The song was produced by Matthew Demersky from the Rockland County emo band Dumpcake in four sessions, but it has been in the works for much longer. Jagelka wrote the lyrics during the early days of Meow Meow about her personal complex relationship with gender presentation and identity. The song itself serves as a love letter to anyone who has felt fundamentally rejected and misunderstood.

“When I was in high school, I identified as a pretty binary trans guy and that experience split me down the center. I was one person with certain friends and I was another person with certain friends. Then the people who knew me as both treated me differently,” Jagelka said. “I really struggled to feel like I was giving the fullness of myself to anyone, or that anyone could handle that, or that anyone wanted to take that on.”

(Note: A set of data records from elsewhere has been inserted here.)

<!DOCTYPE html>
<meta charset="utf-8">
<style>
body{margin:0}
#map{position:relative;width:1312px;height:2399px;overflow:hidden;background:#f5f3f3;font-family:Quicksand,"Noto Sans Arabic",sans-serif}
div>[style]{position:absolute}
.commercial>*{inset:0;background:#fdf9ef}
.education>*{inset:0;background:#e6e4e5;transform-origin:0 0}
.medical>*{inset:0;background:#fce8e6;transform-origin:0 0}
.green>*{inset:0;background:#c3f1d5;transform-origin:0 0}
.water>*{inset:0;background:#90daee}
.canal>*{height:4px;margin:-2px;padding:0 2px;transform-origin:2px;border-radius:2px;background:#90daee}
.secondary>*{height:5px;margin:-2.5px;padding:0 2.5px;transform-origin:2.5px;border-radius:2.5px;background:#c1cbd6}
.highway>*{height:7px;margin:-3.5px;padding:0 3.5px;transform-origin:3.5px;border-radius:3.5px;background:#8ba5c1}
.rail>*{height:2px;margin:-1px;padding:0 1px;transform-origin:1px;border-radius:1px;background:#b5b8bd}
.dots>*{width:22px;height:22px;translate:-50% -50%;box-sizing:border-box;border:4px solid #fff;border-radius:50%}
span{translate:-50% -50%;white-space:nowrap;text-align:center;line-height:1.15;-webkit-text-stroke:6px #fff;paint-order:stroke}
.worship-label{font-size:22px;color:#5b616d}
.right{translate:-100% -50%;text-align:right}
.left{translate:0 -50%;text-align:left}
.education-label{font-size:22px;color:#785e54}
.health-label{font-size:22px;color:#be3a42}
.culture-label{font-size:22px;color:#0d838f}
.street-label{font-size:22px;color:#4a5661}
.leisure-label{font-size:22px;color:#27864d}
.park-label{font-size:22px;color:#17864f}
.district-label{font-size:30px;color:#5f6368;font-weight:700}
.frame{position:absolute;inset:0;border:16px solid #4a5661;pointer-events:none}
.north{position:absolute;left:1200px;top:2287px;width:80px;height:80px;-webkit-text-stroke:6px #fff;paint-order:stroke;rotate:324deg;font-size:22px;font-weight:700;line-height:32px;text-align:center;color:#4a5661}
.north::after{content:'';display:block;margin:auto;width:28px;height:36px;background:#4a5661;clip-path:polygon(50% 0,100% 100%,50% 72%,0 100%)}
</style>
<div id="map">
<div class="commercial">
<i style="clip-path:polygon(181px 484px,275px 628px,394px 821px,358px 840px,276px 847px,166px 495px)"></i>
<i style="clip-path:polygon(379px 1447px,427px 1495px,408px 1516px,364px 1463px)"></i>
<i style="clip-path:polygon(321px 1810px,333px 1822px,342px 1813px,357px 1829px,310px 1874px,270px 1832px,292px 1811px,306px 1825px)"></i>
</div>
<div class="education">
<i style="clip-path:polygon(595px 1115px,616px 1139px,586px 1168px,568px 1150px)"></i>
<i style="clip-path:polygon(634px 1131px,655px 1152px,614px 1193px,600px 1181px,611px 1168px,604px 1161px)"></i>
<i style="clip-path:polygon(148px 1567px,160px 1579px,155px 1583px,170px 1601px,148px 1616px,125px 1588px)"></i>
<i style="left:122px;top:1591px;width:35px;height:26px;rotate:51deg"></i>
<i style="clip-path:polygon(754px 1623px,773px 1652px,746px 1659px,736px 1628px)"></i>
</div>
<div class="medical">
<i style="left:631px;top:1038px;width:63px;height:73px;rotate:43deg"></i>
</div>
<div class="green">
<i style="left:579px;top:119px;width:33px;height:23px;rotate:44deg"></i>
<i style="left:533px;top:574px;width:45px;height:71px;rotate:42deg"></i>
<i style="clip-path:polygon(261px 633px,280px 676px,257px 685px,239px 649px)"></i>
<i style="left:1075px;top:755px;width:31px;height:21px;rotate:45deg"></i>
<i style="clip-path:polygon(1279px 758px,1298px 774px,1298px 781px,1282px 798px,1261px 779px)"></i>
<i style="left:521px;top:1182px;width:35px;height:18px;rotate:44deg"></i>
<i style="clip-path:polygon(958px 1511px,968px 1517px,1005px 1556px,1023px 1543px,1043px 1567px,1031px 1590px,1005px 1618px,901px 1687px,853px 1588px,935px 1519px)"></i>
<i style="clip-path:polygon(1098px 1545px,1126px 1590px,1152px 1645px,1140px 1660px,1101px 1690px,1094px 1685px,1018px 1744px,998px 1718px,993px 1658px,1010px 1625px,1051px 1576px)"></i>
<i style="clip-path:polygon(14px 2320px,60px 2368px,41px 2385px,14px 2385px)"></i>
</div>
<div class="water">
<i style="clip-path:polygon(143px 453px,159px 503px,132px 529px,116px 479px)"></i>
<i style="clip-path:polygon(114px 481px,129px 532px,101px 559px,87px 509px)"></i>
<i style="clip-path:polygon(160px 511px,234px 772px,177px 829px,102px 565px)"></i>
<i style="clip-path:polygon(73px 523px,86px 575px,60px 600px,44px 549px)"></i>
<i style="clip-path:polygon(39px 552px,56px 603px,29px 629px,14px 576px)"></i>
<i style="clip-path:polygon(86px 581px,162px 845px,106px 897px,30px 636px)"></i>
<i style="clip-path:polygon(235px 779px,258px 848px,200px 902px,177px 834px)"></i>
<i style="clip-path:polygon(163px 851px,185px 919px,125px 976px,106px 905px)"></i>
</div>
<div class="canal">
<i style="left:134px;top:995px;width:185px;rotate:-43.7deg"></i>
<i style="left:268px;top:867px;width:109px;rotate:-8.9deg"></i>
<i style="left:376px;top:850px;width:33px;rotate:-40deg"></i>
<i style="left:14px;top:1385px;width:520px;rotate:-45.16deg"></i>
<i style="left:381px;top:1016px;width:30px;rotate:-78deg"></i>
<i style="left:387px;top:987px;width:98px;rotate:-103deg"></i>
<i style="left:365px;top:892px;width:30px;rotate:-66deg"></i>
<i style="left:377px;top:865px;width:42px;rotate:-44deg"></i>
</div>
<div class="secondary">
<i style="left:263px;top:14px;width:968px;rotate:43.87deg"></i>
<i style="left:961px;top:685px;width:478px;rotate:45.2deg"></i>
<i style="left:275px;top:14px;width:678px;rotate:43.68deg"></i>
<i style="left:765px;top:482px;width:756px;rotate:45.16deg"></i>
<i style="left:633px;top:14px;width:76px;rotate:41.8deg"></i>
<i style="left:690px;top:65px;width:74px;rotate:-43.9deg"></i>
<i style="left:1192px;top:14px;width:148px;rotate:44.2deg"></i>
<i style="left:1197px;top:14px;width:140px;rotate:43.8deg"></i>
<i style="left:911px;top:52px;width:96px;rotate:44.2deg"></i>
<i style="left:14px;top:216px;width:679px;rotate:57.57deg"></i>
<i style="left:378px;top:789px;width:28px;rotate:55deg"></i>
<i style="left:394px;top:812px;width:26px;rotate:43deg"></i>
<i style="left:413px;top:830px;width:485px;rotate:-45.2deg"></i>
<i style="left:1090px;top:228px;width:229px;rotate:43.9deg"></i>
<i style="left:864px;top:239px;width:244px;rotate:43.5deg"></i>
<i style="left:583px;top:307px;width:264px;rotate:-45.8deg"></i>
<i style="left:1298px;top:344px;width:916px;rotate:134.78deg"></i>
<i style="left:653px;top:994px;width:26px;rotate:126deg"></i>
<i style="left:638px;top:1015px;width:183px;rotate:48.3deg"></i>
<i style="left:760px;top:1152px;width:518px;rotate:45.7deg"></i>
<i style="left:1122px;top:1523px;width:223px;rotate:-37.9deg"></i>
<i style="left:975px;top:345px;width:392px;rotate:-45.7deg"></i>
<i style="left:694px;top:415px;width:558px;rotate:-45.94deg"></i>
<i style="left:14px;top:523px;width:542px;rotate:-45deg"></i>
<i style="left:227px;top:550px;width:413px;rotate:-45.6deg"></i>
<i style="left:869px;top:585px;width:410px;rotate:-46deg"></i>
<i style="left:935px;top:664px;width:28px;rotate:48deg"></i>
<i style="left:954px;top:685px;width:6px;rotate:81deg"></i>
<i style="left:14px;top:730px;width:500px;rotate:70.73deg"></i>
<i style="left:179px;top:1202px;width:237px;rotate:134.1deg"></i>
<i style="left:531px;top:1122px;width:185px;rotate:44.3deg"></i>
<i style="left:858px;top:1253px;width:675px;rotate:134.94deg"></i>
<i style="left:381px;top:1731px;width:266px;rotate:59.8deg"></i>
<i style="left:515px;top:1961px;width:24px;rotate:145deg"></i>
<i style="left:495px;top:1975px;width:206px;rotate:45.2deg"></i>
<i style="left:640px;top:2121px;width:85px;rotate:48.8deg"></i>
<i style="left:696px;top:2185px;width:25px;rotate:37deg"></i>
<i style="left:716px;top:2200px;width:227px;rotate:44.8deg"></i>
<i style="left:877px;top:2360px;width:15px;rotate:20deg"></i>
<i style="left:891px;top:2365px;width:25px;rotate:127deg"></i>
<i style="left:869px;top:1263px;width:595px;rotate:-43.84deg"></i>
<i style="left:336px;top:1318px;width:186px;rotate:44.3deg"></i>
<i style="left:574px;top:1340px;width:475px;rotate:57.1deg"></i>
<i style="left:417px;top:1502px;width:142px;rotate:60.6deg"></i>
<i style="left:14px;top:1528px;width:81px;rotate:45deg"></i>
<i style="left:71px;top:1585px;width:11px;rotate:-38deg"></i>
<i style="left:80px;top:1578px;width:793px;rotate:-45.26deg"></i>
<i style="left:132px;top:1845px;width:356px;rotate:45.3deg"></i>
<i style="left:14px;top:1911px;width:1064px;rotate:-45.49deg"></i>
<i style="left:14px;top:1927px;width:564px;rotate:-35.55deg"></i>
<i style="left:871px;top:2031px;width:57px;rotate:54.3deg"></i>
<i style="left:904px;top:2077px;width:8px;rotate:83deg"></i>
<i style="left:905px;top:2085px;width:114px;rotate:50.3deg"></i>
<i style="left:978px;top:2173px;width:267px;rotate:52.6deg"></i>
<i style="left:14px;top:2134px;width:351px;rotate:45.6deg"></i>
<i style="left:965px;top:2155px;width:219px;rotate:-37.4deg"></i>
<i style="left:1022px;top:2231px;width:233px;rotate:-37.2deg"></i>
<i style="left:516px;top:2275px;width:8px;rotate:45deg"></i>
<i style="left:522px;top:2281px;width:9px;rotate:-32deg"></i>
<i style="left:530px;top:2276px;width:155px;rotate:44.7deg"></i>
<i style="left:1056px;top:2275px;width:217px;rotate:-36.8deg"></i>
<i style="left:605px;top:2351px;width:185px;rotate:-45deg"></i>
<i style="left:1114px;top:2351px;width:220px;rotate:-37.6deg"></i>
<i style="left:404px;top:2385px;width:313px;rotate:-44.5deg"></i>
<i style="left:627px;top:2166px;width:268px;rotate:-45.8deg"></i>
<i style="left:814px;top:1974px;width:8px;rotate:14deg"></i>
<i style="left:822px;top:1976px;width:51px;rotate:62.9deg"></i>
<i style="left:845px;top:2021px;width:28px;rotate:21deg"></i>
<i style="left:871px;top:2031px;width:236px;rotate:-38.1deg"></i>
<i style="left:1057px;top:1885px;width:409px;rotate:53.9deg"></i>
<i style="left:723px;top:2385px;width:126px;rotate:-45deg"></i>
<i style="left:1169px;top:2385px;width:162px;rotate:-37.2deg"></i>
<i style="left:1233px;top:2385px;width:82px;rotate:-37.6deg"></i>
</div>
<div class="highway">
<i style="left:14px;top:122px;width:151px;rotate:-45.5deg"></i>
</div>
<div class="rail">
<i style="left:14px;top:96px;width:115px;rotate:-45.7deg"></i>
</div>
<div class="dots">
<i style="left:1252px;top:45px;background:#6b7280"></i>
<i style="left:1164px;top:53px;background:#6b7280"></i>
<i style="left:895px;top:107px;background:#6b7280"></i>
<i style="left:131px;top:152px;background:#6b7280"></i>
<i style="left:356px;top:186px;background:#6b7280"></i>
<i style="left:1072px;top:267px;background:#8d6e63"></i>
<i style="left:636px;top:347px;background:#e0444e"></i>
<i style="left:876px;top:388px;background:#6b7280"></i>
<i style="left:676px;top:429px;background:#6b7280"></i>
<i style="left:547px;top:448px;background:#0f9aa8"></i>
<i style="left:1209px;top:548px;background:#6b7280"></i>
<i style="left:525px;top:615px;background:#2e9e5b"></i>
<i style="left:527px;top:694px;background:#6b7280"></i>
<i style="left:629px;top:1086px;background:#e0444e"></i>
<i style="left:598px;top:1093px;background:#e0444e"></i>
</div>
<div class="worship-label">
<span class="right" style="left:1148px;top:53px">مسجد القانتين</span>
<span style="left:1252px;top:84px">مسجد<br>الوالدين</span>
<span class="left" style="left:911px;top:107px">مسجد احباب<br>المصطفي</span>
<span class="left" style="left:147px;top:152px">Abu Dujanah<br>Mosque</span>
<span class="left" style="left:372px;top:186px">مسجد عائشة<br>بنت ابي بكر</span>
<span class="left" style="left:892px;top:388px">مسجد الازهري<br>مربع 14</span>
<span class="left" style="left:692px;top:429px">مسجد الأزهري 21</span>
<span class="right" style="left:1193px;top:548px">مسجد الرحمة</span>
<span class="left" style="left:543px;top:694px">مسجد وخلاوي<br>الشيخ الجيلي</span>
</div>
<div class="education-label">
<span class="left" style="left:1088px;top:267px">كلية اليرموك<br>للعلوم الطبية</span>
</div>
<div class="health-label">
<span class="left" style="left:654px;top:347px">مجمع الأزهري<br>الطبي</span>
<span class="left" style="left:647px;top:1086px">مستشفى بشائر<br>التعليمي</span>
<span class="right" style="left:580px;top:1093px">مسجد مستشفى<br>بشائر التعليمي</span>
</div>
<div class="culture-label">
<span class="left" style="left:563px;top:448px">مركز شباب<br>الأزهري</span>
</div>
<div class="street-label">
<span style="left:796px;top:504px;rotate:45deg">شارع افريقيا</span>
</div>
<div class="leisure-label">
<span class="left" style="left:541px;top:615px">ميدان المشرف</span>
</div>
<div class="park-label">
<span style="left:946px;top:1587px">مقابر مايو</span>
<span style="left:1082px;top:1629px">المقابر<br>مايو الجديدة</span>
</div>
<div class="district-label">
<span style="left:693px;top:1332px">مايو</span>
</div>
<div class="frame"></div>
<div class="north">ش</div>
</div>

Though the song pulls from the “queer existence” that Jagelka mentions in the lyrics, many have applied their own meaning to it. “I feel like every single one of us has our own interpretation of ‘Trampled Flowers,’” Dahl said. “But other people have been listening to it and talking about it. It’s really cool hearing how everybody interprets things differently.”

Fans have been overwhelmingly supportive about the new song, even before its release. The band first performed the song at a Warwick DIY show to a receptive and excited crowd. Now that the song is out, they have had other bands covering the single, something Jagelka says is the “mark of a good song.” Bands as far as Glasgow have reached out to the band about performing it themselves and Meow Meow even received a piano cover of the heavy rock track. 

“It’s been kind of a crazy experience seeing the riffs that I’ve written come in so many different places from so many different people,” Lubiner said. “I still can’t believe that someone was willing to go to the lengths of not only covering the song, but adapting it to an entirely new instrument.”

The riff and title of “Trampled Flowers” were inspired by Lubiner’s elementary school days, when he gave a girl he was interested in flowers he picked only to find her and her friends stomping on them when he walked away. Though the distorted guitar riff is undeniably powerful and catchy enough to bang your head to, there’s a sense of hurt to the melody. It’s darker than Lubiner’s usual taste, but it represents the sound the band is growing into with their upcoming record.

“In terms of how we’ve been thinking about our music and how we’ve been writing, I think there’s definitely been a noticeable change. Almost a pre-Trampled and post-Trampled progression,” Lubiner said.

Jagelka, Lubiner and Wilk are planning to solidify the compositions of about 10 songs for a new record. Like “Trampled Flowers,” they mix older lyrics with a fresh sound on their next anticipated single, “Undulate.” Lyrics like “Fresh faced / How does it taste / All guts, no grace” were written by Jagelka years ago in 2019. The end of the song is completely new, with a time signature change leading into a punky sax solo written solely by Lubiner, Dahl and McAleer. The band is almost done recording the song, tentatively expecting to release it this February. With their next classic “post-Trampled” era song, Meow Meow is excited to transition into a sound with a different kind of intensity.

“I feel like I’ve been sitting with [these songs] for so long that that’s how I think of us. But this is a change for everyone else who hasn’t been to a live show where we’ve played in the last year,” Wilk said. 

“I think it’s kind of healing in that way to be able to take those ideas that we’ve left alone for so long that have collected dust, to brush the dust off and make something so new and beautiful out of it,” Lubiner said.